The new power unit will certainly help after such a huge time loss through 2020, but the majority chassis carryover means the SF21 won't remedy all of the SF1000's woes. Sainz also faces the challenge of limited pre-season running, but he accepts that things will take time to slot into place.
"I know that when I arrive to Ferrari, I'm going to need my races and my experiences to get to know how to extract the maximum out of that car," Sainz says. "I'm going to go straight into my first race with only one day and a half of testing in a brand-new car -
for me it's going to be a tough thing to do. But I like those kinds of challenges. I'll try and adapt myself as well as possible and as best I can, and see what I can get out of it."
Sainz has shown impressive adaptability in the past, with the fashion in which he helped turn McLaren around being the strongest example. The Spaniard devoted everything to the team's cause. He moved close to the factory, and helped cultivate a positive, empowering atmosphere, something that will be crucial to succeeding at Ferrari as it tries to rebound.
"I try and build the best relationships I can with the people, and try to put together a good working environment," says Sainz. "Definitely a target is to bring this to Ferrari. It is something that has worked very well for me at McLaren, and it's something that I'm willing to bring forward in my career."
Ferrari may see Leclerc as the man it wants to build its future around, reflected by his long-term contract that was only justified further by his stunning displays through 2020. But Sainz is not arriving at Maranello just to play second fiddle - and neither
is Ferrari expecting him to.
"There is nothing written in the contract of Charles being the [team] leader," says Ferrari team principal Mattia Binotto. "I think that the two will be free to fight on track. It's important that they are not damaging themselves, that is clear, but I think that they will have equal opportunity, certainly at the start of the season."

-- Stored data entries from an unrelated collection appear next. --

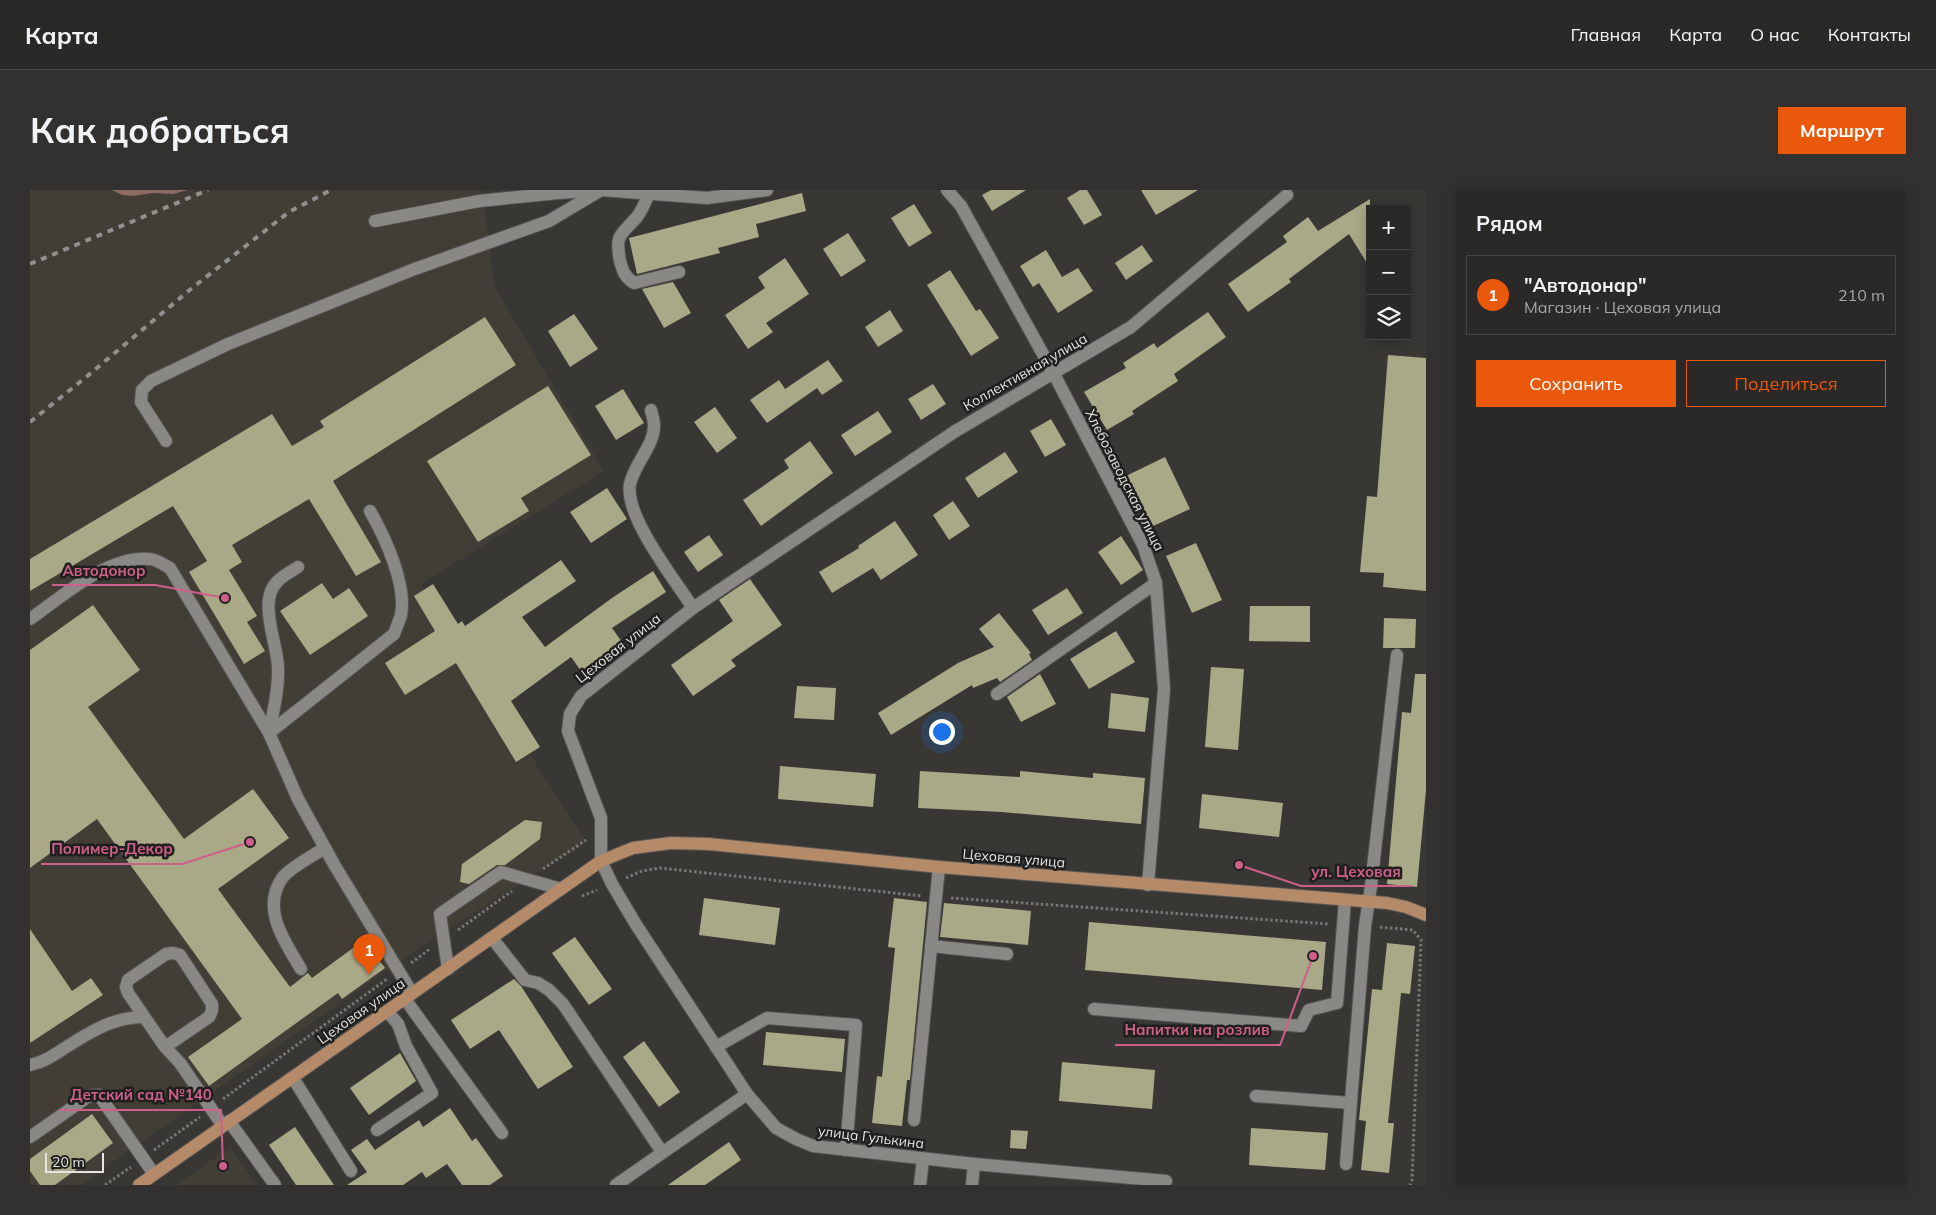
<!DOCTYPE html>
<html lang="ru">
<meta charset="utf-8">
<style>
:root{--surface:#2b2927;--page:#33312f;--text:#f1f3f6;--muted:#a6a6a7;--line:#474544;--accent:#ea580c}
body{margin:0;font-family:Mulish,sans-serif;background:var(--page);color:var(--text)}
.controls{position:absolute;right:15px;top:15px;display:grid;overflow:hidden;border-radius:0px;box-shadow:0 2px 12px #0003}
.controls button{width:45px;height:45px;display:grid;place-items:center;padding:0;border:0;border-bottom:1px solid var(--line);background:var(--surface);color:var(--text);font:25px sans-serif}
.scale{position:absolute;left:15px;bottom:12px;width:59px;box-sizing:border-box;padding-left:5px;border:2px solid #e5e4e3;border-top:0;font-size:14px;line-height:18px;white-space:nowrap;color:#e5e4e3;-webkit-text-stroke:4px #1f1f1d;paint-order:stroke}
.you{position:absolute;left:911px;top:541px;width:18px;height:18px;margin:-12px;border:4px solid #fff;border-radius:50%;background:#1a73e8;box-shadow:0 0 0 8px #1a73e833}
.badge{display:grid;place-items:center;width:32px;height:32px;border-radius:50%;background:var(--accent);color:#fff;font-size:16px;font-weight:700}
.pin{position:absolute;translate:-50% -41px;filter:drop-shadow(0 1px 2px #0008)}
.pin::after{content:'';position:absolute;top:26px;width:18px;height:15px;background:inherit;clip-path:polygon(0 0,100% 0,50% 100%)}
.list{margin:0;padding:0;list-style:none}
h2{display:flex;justify-content:space-between;align-items:center;height:65px;margin:0;padding:0 20px;font-size:21px}
h2 small{font-size:16px;font-weight:400;color:var(--muted)}
.list li{display:grid;grid-template-columns:32px 1fr auto;gap:15px;align-items:center;box-sizing:border-box;height:80px;margin:0 10px 10px;padding:0 10px;border:1px solid var(--line);border-radius:0px}
.list b{display:block;font-size:19px;white-space:nowrap}
.list p{margin:0;font-size:16px;white-space:nowrap;color:var(--muted)}
.list em{font-size:16px;font-style:normal;color:var(--muted)}
.actions{display:flex;gap:10px;padding:15px 20px}
.actions a{flex:1;padding:11px 0;border:1px solid var(--accent);border-radius:0px;text-align:center;font-size:18px;color:var(--accent)}
.actions .main{background:var(--accent);color:#fff}
.icon{flex:none;width:28px;height:28px;fill:none;stroke:currentColor;stroke-width:2;stroke-linecap:round;stroke-linejoin:round}
.map{position:relative;flex:none;width:1396px;height:995px;overflow:hidden;border-radius:0px}
header{display:flex;align-items:center;gap:30px;box-sizing:border-box;height:70px;padding:0 25px;background:var(--surface);border-bottom:1px solid var(--line)}
header strong{font-size:24px}
nav{display:flex;gap:28px;margin-inline-start:auto;font-size:18px}
.intro{display:flex;align-items:center;justify-content:space-between;box-sizing:border-box;height:120px;padding:0 30px}
h1{margin:0;font-size:35px}
.button{padding:12px 22px;border-radius:0px;background:var(--accent);color:#fff;font-size:18px;font-weight:700}
main{display:flex;gap:30px;padding:0 30px}
aside{flex:1;background:var(--surface);border-radius:0px;box-shadow:0 2px 12px #0003}
.map>svg:first-child{display:block}
.built{fill:#423e35}
.forest{fill:#8c6962}
.building{fill:#a9a887}
.lines{fill:none;stroke-linecap:round;stroke-linejoin:round}
.minor-casing{stroke:#575654;stroke-width:14}
.major-casing{stroke:#575654;stroke-width:14}
.path{stroke:#787674;stroke-width:3;stroke-dasharray:2.5 2.5;stroke-linecap:butt}
.minor{stroke:#8a8885;stroke-width:12}
.major{stroke:#b48a69;stroke-width:12}
.rail{stroke:#91908e;stroke-width:4;stroke-dasharray:6 6;stroke-linecap:butt}
.labels{text-anchor:middle;stroke-width:5;stroke-linejoin:round;paint-order:stroke}
.street-label{font-size:14px;fill:#e5e4e3;stroke:#1f1f1d}
.leader{fill:none;stroke:#ce5f8b;stroke-width:2}
.callout-dot{fill:#ce5f8b;stroke:#1f1f1d;stroke-width:2}
.callout-label{font-size:15px;text-anchor:middle;font-weight:bold;fill:#ce5f8b;stroke:#1f1f1d;stroke-width:5;stroke-linejoin:round;paint-order:stroke}
</style>
<header>
<strong>Карта</strong>
<nav><a>Главная</a><a>Карта</a><a>О нас</a><a>Контакты</a></nav>
</header>
<div class="intro"><h1>Как добраться</h1><a class="button">Маршрут</a></div>
<main>
<div class="map">
<svg width="1396" height="995" viewBox="0 0 1396 995">
<rect width="100%" height="100%" fill="#393734"/>
<!-- built -->
<g class="built">
<polygon points="0,0 452,0 465,98 574,281 391,394 556,652 389,758 50,995 0,995"/>
<polygon points="200,957 227,995 147,995"/>
</g>
<!-- forest -->
<polygon class="forest" points="82,0 158,0 143,4 123,3 103,6 92,5"/>
<!-- building -->
<g class="building">
<polygon points="961,0 996,0 962,21 952,5"/>
<polygon points="1050,0 1057,0 1072,25 1054,35 1037,8"/>
<polygon points="1111,0 1168,0 1126,25"/>
<polygon points="772,3 776,21 726,34 729,47 688,58 690,63 607,84 599,48"/>
<polygon points="1340,9 1340,78 1319,44 1259,89 1261,92 1218,122 1198,94 1257,52 1253,46 1278,27 1288,41"/>
<polygon points="884,14 902,43 879,57 861,28"/>
<polygon points="818,43 836,71 811,87 793,59"/>
<polygon points="1112,55 1123,71 1096,90 1085,73"/>
<polygon points="1016,60 1032,87 1048,78 1063,101 1028,123 1009,93 1003,97 990,76"/>
<polygon points="755,68 779,104 736,133 743,142 718,159 695,125 735,98 728,87"/>
<polygon points="920,80 946,121 950,119 969,148 941,166 897,95"/>
<polygon points="643,92 661,123 634,138 612,99"/>
<polygon points="860,120 873,141 848,157 835,137"/>
<polygon points="1178,122 1196,147 1144,184 1148,191 1102,221 1104,224 1077,240 1054,202 1096,178 1093,173 1124,153 1127,158"/>
<polygon points="544,124 568,159 540,177 518,141"/>
<polygon points="455,127 486,175 303,291 351,372 326,386 279,309 202,355 212,372 199,380 227,426 217,432 235,461 214,474 159,382 177,371 143,316 0,401 0,369 242,224 262,256 294,237 290,231"/>
<polygon points="1358,165 1396,168 1396,401 1353,397 1354,383 1330,382 1337,306 1347,307"/>
<polygon points="798,170 813,191 792,205 787,198 737,233 720,210 749,190 755,199"/>
<polygon points="903,194 916,214 891,230 878,209"/>
<polygon points="518,196 561,265 491,308 499,321 448,352 397,271"/>
<polygon points="593,199 614,233 586,250 565,216"/>
<polygon points="685,217 707,248 687,263 664,232"/>
<polygon points="848,221 862,242 825,266 811,245"/>
<polygon points="1021,229 1036,255 1015,267 1000,241"/>
<polygon points="780,251 803,283 731,336 713,310 759,278 754,270"/>
<polygon points="975,262 988,282 948,308 935,288"/>
<polygon points="1135,267 1160,319 1121,337 1096,286"/>
<polygon points="577,298 597,329 561,353 540,322"/>
<polygon points="923,311 940,336 919,350 903,325"/>
<polygon points="865,331 888,365 851,390 843,378 802,403 789,382 829,358 828,356"/>
<polygon points="679,345 693,365 668,382 654,362"/>
<polygon points="1091,346 1113,380 1091,395 1068,362"/>
<polygon points="1166,353 1192,410 1162,423 1136,366"/>
<polygon points="531,370 546,391 492,427 515,457 582,408 623,381 636,402 582,438 592,452 551,481 541,467 481,511 510,557 486,572 426,473 375,505 355,473 405,441 384,406 403,394 428,434 432,431 435,436"/>
<polygon points="720,389 752,435 701,470 706,476 663,506 641,475 703,431 689,410"/>
<polygon points="292,393 303,409 319,398 338,426 280,465 250,421"/>
<polygon points="1037,398 1053,423 1018,445 1002,420"/>
<polygon points="63,415 110,480 58,517 154,649 223,599 259,648 188,699 260,797 278,783 282,788 334,750 355,778 312,809 308,803 179,896 158,867 212,829 67,629 0,678 0,460"/>
<polygon points="1220,416 1280,416 1280,452 1219,451"/>
<polygon points="969,423 1001,463 999,464 1002,470 970,492 967,488 943,498 942,495 861,545 848,523 928,473 964,457 949,439"/>
<polygon points="1354,428 1386,429 1385,458 1353,458"/>
<polygon points="1086,441 1105,472 1059,499 1040,469"/>
<polygon points="1181,477 1214,479 1208,560 1175,557"/>
<polygon points="1010,484 1026,514 991,532 977,507"/>
<polygon points="1385,484 1396,484 1396,600 1387,697 1357,694 1372,522 1381,523"/>
<polygon points="767,496 806,498 804,530 764,528"/>
<polygon points="1081,503 1119,508 1115,542 1078,538"/>
<polygon points="750,576 846,584 843,617 748,609"/>
<polygon points="890,581 990,587 990,581 1063,588 1063,583 1115,588 1111,634 972,622 888,618"/>
<polygon points="1172,604 1253,613 1249,647 1169,638"/>
<polygon points="495,630 512,632 510,649 475,675 467,675 439,694 430,692 432,674"/>
<polygon points="674,708 750,718 745,755 669,745"/>
<polygon points="864,708 897,712 880,890 877,890 872,936 842,933 847,886 852,887 865,758 858,757"/>
<polygon points="914,713 1001,721 998,755 910,747"/>
<polygon points="1059,732 1296,752 1292,800 1055,780"/>
<polygon points="0,739 42,801 61,788 73,805 0,853"/>
<polygon points="545,747 582,799 559,815 522,763"/>
<polygon points="1357,753 1385,756 1380,804 1371,803 1358,933 1364,933 1359,983 1331,980 1336,931 1329,930 1342,799 1352,800"/>
<polygon points="484,789 491,796 543,877 508,899 469,840 440,859 421,830"/>
<polygon points="736,842 815,849 812,882 733,875"/>
<polygon points="614,851 650,902 629,917 593,867"/>
<polygon points="370,863 386,891 339,925 320,898"/>
<polygon points="1032,872 1125,880 1122,919 1029,911"/>
<polygon points="420,918 442,951 446,948 473,986 460,995 432,995 417,974 396,988 392,982 373,995 317,995 337,982 321,960 337,949 345,960 389,930 393,937"/>
<polygon points="62,924 83,953 25,995 10,995 0,981 0,969"/>
<polygon points="265,937 304,995 266,995 239,955"/>
<polygon points="1221,938 1298,943 1295,980 1219,975"/>
<polygon points="981,940 998,941 996,959 980,958"/>
<polygon points="699,952 711,970 675,995 638,995"/>
</g>
<g class="lines">
<!-- minor casing -->
<g class="minor-casing">
<g id="minor">
<polyline points="917,0 931,16 1024,184 1113,355 1126,393 1134,499 1118,695"/>
<path d="M619,3C616,11 612,20 607,27C590,46 585,44 590,71C593,82 595,87 604,93L649,82"/>
<polyline points="345,31 449,11 528,3 571,0 677,8 737,0"/>
<path d="M621,220C622,224 624,230 624,235C625,254 605,273 600,294C594,326 645,390 663,418"/>
<polyline points="136,251 111,212 112,200 121,191 198,154 382,80 519,31 571,0"/>
<path d="M268,377C262,381 254,385 249,390C226,409 248,454 248,478C249,500 243,522 239,543L364,444C366,438 369,432 371,425C377,395 355,347 340,321"/>
<path d="M0,429C32,407 78,365 119,369C126,369 134,375 140,378L239,543L268,609L305,676L382,803"/>
<polyline points="967,504 1126,393"/>
<polyline points="462,748 495,790 508,793 519,800 533,814 632,962"/>
<polyline points="901,756 977,764"/>
<path d="M271,779C255,752 230,718 253,687C260,678 285,664 295,658"/>
<polyline points="418,779 410,724 471,682 531,699"/>
<polyline points="375,809 472,943"/>
<polyline points="1064,819 1271,836 1279,820 1307,813 1315,710"/>
<polyline points="135,857 179,827 182,821 182,814 150,765 143,763 136,764 98,790 96,797 98,803 135,857 150,873 193,936"/>
<polyline points="686,857 737,828 826,835 816,960"/>
<path d="M0,875C15,872 25,864 38,856C63,840 85,827 114,827"/>
<polyline points="263,888 321,981"/>
<polyline points="1226,906 1321,913"/>
<polyline points="884,930 909,677"/>
<polyline points="199,931 245,995"/>
<polyline points="347,940 402,903 376,856 368,834 357,821"/>
<polyline points="0,947 59,906 69,905 124,984"/>
<polyline points="1316,974 1335,736 1341,696 1367,465"/>
<polyline points="1136,991 944,974 783,956 766,949 746,938 717,904 605,733 582,694 571,671 571,628 538,541 540,524 551,506 663,418 924,242 1101,137 1257,5"/>
<polyline points="586,995 717,904"/>
<polyline points="890,995 893,969"/>
<polyline points="942,995 944,974"/>
</g>
</g>
<!-- major casing -->
<g class="major-casing">
<polyline id="major" points="109,995 571,671 603,658 641,653 679,654 909,677 1357,713 1376,717 1396,725"/>
</g>
<!-- path -->
<g class="path">
<polyline points="513,679 556,650"/>
<polyline points="596,688 612,681 630,678 892,706"/>
<polyline points="552,706 567,700"/>
<polyline points="921,708 1299,734"/>
<polyline points="1350,737 1383,740 1391,750 1382,990 1380,995"/>
<polyline points="428,740 482,701"/>
<polyline points="381,773 400,759"/>
<polyline points="193,909 357,789"/>
<polyline points="124,960 170,927"/>
<polyline points="75,995 101,977"/>
</g>
<!-- minor -->
<use href="#minor" class="minor"/>
<!-- major -->
<use href="#major" class="major"/>
<!-- rail -->
<g class="rail">
<polyline points="0,74 178,0"/>
<polyline points="0,232 55,188 162,98 259,22 301,0"/>
</g>
</g>
<g class="labels">
<!-- street labels -->
<g class="street-label">
<text transform="translate(995 182) rotate(-30)" y="5">Коллективная улица</text>
<text transform="translate(1095 290) rotate(63)" y="5">Хлебозаводская улица</text>
<text transform="translate(588 458) rotate(-38)" y="5">Цеховая улица</text>
<text transform="translate(984 668) rotate(5)" y="5">Цеховая улица</text>
<text transform="translate(331 821) rotate(-35)" y="5">Цеховая улица</text>
<text transform="translate(841 947) rotate(7)" y="5">улица Гулькина</text>
</g>
</g>
<!-- callouts -->
<path class="leader" d="M195 408L125 395H22M220 652L152 674H11M1209 675L1271 696H1381M1283 766L1250 855H1085M193 976L191 920H30"/>
<g class="callout-dot">
<circle cx="195" cy="408" r="5"/>
<circle cx="220" cy="652" r="5"/>
<circle cx="1209" cy="675" r="5"/>
<circle cx="1283" cy="766" r="5"/>
<circle cx="193" cy="976" r="5"/>
</g>
<g class="callout-label">
<text x="74" y="386">Автодонор</text>
<text x="82" y="664">Полимер-Декор</text>
<text x="1326" y="687">ул. Цеховая</text>
<text x="1167" y="845">Напитки на розлив</text>
<text x="111" y="910">Детский сад №140</text>
</g>
</svg>
<div class="controls">
<button>+</button>
<button>−</button>
<button><svg class="icon" aria-label="layers" viewBox="0 0 24 24"><path d="M12 4l9 5-9 5-9-5zM3 14l9 5 9-5"/></svg></button>
</div>
<div class="scale">20 m</div>
<div class="you"></div>
<div class="pin badge" style="left:339px;top:785px">1</div>
</div>
<aside>
<h2>Рядом<small></small></h2>
<ul class="list">
<li><span class="badge">1</span><div><b>&quot;Автодонар&quot;</b><p>Магазин · Цеховая улица</p></div><em>210 m</em></li>
</ul>
<div class="actions"><a class="main">Сохранить</a><a>Поделиться</a></div>
</aside>
</main>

It may take time for Sainz to get up to speed, but he has proven time and time again how he can maximise the chances that come his way. Once he gets into a groove, the opportunity to go head to head with Leclerc - as outrageously good as he may be - will be one that Sainz seeks to maximise.
Similar to George Russell and Lando Norris, Sainz has placed himself well with a view to F1's long-term future. If Ferrari can get on top of the 2022 regulations and return towards the head of the pack, Sainz can be a firm part of its future success, and would surely seize the chance to make up for his near-miss at Monza.